Roads leading to the new town were originally little more than country tracks.

 

A "bye way to a few farm houses", was by 1815 carrying much traffic from Pembroke to Paterchurch. The Mayor of Pembroke suggested a subsidy, and the Navy Board contributed £200 towards "making the road" - today's Top Road, High St, Belle Vue Terrace and Victoria Road.   From the 1830s, four-horse mail coaches sped along London Road.

 

The route, specified by master road-engineer Thomas Telford, was from the railway at Gloucester, through St. Clears, past the tollgate near today's Tesco traffic lights, to the new Irish packet-boat pier at Hobbs point. George Mason describes the scene as a coach leaves Hobbs Point - "a sight to be remembered, which was of course a daily occurrence... The townspeople used to assemble to give them a send off, and also to welcome their arrival..". Despite newspapers, people preferred to hear news "orally ... through the medium of the mail coach drivers and passengers, who generally collected a fund of information to be distributed at their journey's end".

 

In the 1850s the news was still arriving by coach - but now at the Victoria Hotel. In Pembroke Dock as in other towns newspapers were expensive and people often liked to listen in groups rather than read alone. Mrs Peters describes how "one of these coaches brought a newspaper every week ... Alderman Hughes used to stand on the steps of the Clarence Inn and read the paper to the people who congregated there for the purpose of hearing it every Sunday. During the Crimean War a crowd collected long before the arrival of the coach on the newspaper day, anxious to hear the latest news". (Many soldiers had left friends, families and loved ones in Pembroke Dock).
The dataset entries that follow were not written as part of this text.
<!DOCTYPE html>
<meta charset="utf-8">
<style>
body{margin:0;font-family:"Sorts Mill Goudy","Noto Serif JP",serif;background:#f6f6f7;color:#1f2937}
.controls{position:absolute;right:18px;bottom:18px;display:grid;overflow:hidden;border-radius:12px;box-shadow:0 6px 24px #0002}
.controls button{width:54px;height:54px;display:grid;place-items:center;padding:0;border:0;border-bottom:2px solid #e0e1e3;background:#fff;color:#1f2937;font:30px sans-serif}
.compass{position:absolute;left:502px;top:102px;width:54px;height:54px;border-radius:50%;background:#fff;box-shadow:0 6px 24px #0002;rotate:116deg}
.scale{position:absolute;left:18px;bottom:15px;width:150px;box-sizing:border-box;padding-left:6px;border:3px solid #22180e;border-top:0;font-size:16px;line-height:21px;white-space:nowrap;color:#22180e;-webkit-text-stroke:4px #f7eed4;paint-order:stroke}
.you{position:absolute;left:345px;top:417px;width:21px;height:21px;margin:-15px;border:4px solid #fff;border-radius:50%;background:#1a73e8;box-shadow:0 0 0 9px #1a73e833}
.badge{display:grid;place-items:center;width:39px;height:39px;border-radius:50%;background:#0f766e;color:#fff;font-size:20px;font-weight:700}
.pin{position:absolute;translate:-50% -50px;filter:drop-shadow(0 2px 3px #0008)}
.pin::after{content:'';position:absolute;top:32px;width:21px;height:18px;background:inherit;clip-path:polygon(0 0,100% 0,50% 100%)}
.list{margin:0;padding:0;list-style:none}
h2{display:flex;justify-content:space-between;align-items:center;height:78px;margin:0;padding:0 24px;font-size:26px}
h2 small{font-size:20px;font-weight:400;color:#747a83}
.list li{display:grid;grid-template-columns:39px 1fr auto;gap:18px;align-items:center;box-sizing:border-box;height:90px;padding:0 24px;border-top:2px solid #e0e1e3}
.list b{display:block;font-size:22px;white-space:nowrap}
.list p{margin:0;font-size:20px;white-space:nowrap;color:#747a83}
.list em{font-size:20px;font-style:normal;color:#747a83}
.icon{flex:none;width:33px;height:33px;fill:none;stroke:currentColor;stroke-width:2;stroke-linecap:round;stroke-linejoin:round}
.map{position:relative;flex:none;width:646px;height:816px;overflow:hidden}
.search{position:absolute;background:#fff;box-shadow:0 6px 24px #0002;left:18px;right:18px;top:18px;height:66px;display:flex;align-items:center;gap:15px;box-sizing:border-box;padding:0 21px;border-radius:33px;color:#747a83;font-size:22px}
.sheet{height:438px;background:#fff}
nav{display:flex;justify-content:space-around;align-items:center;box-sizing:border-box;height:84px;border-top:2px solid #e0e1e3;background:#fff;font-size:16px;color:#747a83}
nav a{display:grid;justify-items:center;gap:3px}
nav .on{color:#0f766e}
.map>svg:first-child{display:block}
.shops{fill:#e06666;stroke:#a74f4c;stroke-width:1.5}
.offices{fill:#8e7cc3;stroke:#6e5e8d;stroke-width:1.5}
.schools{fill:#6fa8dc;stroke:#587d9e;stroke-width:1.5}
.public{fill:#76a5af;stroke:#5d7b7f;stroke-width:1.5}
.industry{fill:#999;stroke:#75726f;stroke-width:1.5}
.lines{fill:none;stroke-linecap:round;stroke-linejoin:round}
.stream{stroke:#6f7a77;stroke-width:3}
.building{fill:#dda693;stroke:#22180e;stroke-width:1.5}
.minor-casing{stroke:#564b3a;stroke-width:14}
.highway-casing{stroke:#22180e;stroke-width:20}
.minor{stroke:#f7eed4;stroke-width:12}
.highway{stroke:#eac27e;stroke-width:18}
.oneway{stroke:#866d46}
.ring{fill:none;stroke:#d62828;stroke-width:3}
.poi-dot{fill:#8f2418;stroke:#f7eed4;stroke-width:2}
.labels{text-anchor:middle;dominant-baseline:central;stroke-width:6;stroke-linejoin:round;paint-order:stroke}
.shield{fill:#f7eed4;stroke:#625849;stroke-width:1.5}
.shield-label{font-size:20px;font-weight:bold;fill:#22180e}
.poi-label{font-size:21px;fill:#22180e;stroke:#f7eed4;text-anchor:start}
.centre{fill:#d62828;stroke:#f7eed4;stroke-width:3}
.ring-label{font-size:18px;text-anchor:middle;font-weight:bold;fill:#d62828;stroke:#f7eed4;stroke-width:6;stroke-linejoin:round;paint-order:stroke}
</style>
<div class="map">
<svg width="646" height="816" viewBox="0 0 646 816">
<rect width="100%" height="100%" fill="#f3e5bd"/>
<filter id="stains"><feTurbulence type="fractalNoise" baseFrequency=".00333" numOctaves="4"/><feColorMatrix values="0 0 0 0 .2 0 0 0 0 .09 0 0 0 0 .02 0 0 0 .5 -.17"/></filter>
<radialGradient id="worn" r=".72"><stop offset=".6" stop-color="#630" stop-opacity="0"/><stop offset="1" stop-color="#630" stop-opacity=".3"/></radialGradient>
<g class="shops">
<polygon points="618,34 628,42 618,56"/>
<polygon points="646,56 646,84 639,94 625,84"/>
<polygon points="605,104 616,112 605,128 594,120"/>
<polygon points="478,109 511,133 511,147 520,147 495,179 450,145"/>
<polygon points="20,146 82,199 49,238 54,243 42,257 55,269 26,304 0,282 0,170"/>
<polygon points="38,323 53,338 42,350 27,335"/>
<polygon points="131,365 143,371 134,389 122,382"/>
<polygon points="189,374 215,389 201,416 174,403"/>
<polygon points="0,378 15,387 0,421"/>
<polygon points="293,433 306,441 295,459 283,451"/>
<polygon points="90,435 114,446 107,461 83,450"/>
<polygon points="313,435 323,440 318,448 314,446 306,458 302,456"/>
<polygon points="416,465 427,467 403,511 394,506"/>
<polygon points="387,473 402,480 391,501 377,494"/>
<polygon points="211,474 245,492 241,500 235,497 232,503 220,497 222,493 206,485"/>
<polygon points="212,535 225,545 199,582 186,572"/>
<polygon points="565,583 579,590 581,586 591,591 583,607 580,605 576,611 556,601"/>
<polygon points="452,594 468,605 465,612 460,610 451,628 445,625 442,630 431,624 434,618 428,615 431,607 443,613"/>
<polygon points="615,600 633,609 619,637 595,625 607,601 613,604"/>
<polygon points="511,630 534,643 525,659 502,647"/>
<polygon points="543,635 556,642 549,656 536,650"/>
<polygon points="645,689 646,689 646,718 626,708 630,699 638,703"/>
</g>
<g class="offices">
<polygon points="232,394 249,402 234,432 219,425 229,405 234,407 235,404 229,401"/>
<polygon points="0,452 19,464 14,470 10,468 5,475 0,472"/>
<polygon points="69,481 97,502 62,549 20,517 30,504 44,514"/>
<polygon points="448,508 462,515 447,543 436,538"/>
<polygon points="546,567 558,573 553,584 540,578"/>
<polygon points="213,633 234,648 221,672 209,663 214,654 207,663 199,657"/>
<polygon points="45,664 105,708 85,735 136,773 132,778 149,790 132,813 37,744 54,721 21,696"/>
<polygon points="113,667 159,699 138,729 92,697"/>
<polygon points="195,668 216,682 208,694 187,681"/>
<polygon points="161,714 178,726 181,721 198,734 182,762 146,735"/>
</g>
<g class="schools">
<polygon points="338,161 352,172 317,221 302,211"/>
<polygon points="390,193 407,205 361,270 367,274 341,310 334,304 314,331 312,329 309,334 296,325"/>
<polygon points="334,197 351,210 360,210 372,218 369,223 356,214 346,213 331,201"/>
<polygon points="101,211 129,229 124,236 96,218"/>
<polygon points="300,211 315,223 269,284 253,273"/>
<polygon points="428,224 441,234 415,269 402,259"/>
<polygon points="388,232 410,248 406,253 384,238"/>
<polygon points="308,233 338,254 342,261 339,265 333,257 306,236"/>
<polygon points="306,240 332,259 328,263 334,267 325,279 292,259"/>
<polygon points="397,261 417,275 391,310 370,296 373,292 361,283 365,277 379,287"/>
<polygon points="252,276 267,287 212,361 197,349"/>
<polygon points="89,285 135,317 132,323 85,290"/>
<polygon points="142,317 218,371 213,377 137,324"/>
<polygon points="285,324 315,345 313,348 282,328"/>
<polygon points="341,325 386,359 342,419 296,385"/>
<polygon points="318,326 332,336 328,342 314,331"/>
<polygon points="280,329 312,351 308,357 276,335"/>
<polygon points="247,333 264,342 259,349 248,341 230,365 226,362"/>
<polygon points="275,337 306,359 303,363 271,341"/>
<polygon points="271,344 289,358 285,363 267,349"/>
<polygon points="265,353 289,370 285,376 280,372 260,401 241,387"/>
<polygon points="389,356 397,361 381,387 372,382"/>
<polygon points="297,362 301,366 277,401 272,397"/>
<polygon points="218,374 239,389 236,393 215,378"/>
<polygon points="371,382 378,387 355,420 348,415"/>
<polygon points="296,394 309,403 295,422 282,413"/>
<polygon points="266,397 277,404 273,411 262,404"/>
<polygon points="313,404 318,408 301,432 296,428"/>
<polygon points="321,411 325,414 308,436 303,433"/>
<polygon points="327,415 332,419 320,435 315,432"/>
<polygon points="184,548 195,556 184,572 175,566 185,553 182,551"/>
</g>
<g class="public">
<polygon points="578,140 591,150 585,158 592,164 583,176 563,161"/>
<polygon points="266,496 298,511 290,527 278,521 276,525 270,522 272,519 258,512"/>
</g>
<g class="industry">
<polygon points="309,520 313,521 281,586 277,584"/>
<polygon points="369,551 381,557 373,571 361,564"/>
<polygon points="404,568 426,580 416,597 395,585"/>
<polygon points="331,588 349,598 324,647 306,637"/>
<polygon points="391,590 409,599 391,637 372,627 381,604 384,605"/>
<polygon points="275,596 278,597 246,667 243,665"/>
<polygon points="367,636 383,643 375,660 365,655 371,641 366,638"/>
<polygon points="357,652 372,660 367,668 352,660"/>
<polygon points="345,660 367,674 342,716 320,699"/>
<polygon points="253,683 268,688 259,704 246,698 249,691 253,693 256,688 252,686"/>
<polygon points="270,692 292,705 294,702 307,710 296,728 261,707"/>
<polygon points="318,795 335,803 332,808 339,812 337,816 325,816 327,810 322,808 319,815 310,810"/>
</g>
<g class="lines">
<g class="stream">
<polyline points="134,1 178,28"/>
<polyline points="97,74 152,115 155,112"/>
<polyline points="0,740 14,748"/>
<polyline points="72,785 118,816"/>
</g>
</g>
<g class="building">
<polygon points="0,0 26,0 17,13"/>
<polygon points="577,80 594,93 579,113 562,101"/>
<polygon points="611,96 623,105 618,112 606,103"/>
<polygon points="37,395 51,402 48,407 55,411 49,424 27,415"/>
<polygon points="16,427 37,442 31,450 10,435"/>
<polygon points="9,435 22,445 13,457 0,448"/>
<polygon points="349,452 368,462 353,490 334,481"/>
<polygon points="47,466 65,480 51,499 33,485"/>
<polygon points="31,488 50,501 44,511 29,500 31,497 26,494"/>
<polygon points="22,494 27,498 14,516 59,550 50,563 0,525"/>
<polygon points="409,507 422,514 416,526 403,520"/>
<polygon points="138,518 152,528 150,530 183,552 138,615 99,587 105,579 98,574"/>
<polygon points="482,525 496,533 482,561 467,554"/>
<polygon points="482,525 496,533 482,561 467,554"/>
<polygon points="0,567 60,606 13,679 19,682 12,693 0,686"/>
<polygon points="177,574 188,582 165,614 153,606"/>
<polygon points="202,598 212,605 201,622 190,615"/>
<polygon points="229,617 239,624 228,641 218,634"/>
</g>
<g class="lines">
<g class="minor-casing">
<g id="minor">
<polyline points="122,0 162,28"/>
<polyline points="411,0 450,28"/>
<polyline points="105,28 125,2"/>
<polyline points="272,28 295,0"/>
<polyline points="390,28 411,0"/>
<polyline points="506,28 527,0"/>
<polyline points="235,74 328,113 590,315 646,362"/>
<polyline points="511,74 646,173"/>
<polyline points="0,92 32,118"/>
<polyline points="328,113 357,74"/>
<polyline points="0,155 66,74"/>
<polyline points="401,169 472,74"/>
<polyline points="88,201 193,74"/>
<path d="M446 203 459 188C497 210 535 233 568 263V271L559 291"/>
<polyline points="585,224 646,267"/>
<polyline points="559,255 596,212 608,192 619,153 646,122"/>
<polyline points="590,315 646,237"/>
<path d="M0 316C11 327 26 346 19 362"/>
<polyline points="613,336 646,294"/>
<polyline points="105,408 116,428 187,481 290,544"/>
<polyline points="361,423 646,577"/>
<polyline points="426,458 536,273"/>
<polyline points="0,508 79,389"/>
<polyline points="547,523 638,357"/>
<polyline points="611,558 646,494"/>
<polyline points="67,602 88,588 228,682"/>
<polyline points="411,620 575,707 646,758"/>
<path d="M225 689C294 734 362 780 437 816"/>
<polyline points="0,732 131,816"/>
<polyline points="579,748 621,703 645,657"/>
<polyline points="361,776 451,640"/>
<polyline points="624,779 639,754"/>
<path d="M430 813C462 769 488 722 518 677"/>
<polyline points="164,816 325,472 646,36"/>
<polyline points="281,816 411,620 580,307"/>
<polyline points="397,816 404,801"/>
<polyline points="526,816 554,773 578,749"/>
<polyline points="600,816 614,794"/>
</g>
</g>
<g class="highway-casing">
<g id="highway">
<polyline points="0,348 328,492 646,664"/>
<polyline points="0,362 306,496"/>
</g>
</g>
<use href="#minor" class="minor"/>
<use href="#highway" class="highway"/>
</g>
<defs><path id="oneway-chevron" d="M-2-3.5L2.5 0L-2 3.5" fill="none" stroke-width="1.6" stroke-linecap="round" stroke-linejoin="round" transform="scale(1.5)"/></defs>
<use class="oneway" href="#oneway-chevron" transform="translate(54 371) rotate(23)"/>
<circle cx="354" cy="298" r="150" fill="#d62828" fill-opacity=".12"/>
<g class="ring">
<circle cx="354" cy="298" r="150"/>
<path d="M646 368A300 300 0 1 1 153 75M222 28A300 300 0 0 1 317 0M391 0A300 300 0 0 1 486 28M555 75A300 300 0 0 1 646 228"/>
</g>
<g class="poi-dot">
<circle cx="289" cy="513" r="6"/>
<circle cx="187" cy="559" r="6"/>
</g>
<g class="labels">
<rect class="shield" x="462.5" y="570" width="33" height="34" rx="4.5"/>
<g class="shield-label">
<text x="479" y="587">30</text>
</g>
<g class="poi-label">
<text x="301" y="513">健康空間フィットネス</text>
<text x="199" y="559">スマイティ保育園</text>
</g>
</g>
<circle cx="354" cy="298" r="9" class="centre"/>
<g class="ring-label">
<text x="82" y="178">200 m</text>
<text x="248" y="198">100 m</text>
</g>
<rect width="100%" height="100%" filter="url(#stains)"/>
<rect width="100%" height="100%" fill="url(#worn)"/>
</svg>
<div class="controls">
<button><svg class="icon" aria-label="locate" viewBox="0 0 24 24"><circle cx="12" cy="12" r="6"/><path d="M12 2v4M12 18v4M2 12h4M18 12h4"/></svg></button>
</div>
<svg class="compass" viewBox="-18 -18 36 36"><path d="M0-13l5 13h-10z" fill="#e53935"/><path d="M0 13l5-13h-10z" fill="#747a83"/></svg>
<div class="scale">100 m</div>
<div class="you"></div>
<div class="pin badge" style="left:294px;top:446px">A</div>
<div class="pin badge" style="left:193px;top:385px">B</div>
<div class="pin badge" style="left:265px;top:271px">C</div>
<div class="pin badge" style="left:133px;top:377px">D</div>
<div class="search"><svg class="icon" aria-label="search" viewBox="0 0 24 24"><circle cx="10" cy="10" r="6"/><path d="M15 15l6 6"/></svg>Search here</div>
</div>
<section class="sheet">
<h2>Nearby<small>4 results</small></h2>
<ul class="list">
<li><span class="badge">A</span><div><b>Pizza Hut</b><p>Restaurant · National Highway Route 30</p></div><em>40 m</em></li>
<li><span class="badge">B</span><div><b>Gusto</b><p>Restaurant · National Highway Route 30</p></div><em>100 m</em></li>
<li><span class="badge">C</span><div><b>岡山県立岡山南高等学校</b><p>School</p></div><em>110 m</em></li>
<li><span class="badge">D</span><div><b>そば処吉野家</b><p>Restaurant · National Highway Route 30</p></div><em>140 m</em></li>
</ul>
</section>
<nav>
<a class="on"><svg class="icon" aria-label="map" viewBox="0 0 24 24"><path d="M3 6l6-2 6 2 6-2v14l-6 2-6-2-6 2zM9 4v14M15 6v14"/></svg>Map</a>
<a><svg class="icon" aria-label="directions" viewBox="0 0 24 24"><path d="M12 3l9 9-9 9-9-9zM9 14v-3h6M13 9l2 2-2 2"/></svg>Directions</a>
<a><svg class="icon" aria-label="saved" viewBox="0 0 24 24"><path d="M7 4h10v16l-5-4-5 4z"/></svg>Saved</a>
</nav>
Coachmen enjoyed their work and Mr Bramble, who drove on the Pembroke Dock route, was so depressed when the railway put him out of business that he hanged himself in a stable at Tenby.

 

The train replaced the stage coach for long-distance journeys, but another kind of coach still runs along London Road and other local routes. Small buses now operate where, in the days before widespread car ownership, a substantial fleet of Silcox double deckers provided everyday public transport.